== LISTED ENTRIES
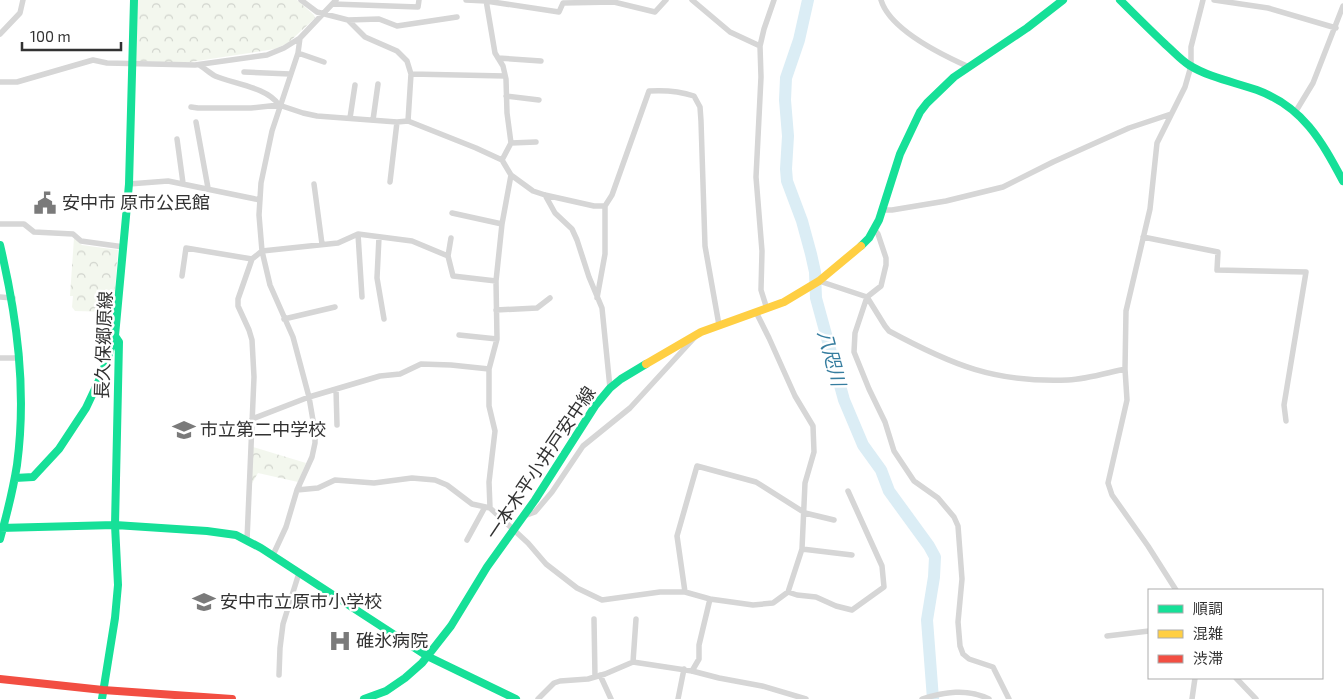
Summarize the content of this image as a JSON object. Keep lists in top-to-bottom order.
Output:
{
  "streets": {
    "main road": ["長久保郷原線", "一本木平小井戸安中線"]
  },
  "water": ["八咫川"],
  "places": {
    "public building": ["安中市 原市公民館"],
    "school or university": ["市立第二中学校", "安中市立原市小学校"],
    "hospital": ["碓氷病院"]
  },
  "legend": ["順調", "混雑", "渋滞"],
  "scale_bar": "100 m"
}
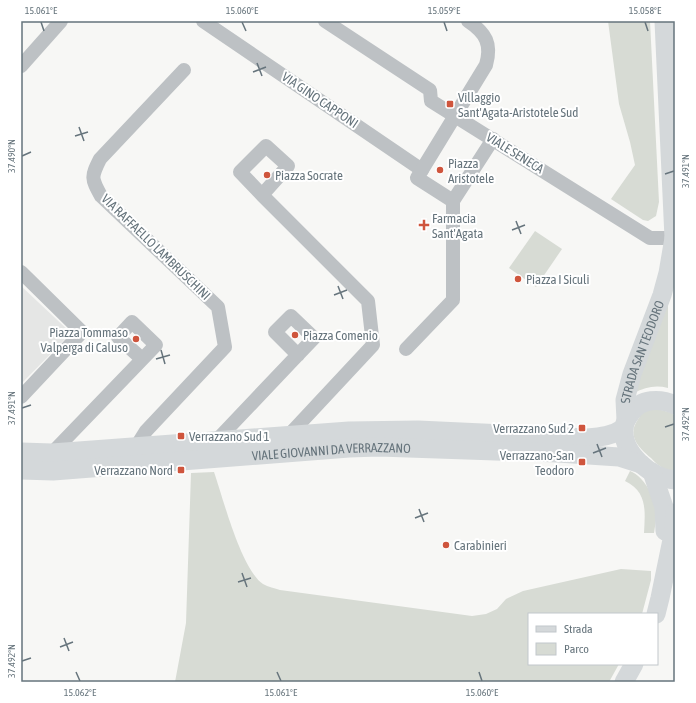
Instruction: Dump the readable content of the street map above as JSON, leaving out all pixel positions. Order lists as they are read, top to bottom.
{
  "streets": {
    "main road": ["STRADA SAN TEODORO", "VIALE GIOVANNI DA VERRAZZANO"],
    "street": ["VIA GINO CAPPONI", "VIALE SENECA", "VIA RAFFAELLO LAMBRUSCHINI"]
  },
  "crossings": [
    ["VIALE SENECA", "STRADA SAN TEODORO"],
    ["VIA RAFFAELLO LAMBRUSCHINI", "VIALE GIOVANNI DA VERRAZZANO"],
    ["STRADA SAN TEODORO", "VIALE GIOVANNI DA VERRAZZANO"]
  ],
  "places": {
    "transit": [
      "Villaggio Sant'Agata-Aristotele Sud",
      "Verrazzano Sud 2",
      "Verrazzano Sud 1",
      "Verrazzano-San Teodoro",
      "Verrazzano Nord"
    ],
    "other": [
      "Piazza Aristotele",
      "Piazza Socrate",
      "Piazza I Siculi",
      "Piazza Comenio",
      "Piazza Tommaso Valperga di Caluso",
      "Carabinieri"
    ],
    "health": ["Farmacia Sant'Agata"]
  },
  "legend": ["Strada", "Parco"],
  "coordinates": [
    "15.061°E",
    "15.060°E",
    "15.059°E",
    "15.058°E",
    "37.490°N",
    "37.491°N",
    "37.492°N",
    "15.062°E"
  ]
}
====
● **PROBLEM TO WORK ON**
Restate the data above word for word. Skip every picture.

● **YOUR SOLUTION**
Summarize the content of this image as a JSON object. Keep lists in top-to-bottom order.
Output:
{
  "streets": {
    "main road": ["長久保郷原線", "一本木平小井戸安中線"]
  },
  "water": ["八咫川"],
  "places": {
    "public building": ["安中市 原市公民館"],
    "school or university": ["市立第二中学校", "安中市立原市小学校"],
    "hospital": ["碓氷病院"]
  },
  "legend": ["順調", "混雑", "渋滞"],
  "scale_bar": "100 m"
}
Instruction: Dump the readable content of the street map above as JSON, leaving out all pixel positions. Order lists as they are read, top to bottom.
{
  "streets": {
    "main road": ["STRADA SAN TEODORO", "VIALE GIOVANNI DA VERRAZZANO"],
    "street": ["VIA GINO CAPPONI", "VIALE SENECA", "VIA RAFFAELLO LAMBRUSCHINI"]
  },
  "crossings": [
    ["VIALE SENECA", "STRADA SAN TEODORO"],
    ["VIA RAFFAELLO LAMBRUSCHINI", "VIALE GIOVANNI DA VERRAZZANO"],
    ["STRADA SAN TEODORO", "VIALE GIOVANNI DA VERRAZZANO"]
  ],
  "places": {
    "transit": [
      "Villaggio Sant'Agata-Aristotele Sud",
      "Verrazzano Sud 2",
      "Verrazzano Sud 1",
      "Verrazzano-San Teodoro",
      "Verrazzano Nord"
    ],
    "other": [
      "Piazza Aristotele",
      "Piazza Socrate",
      "Piazza I Siculi",
      "Piazza Comenio",
      "Piazza Tommaso Valperga di Caluso",
      "Carabinieri"
    ],
    "health": ["Farmacia Sant'Agata"]
  },
  "legend": ["Strada", "Parco"],
  "coordinates": [
    "15.061°E",
    "15.060°E",
    "15.059°E",
    "15.058°E",
    "37.490°N",
    "37.491°N",
    "37.492°N",
    "15.062°E"
  ]
}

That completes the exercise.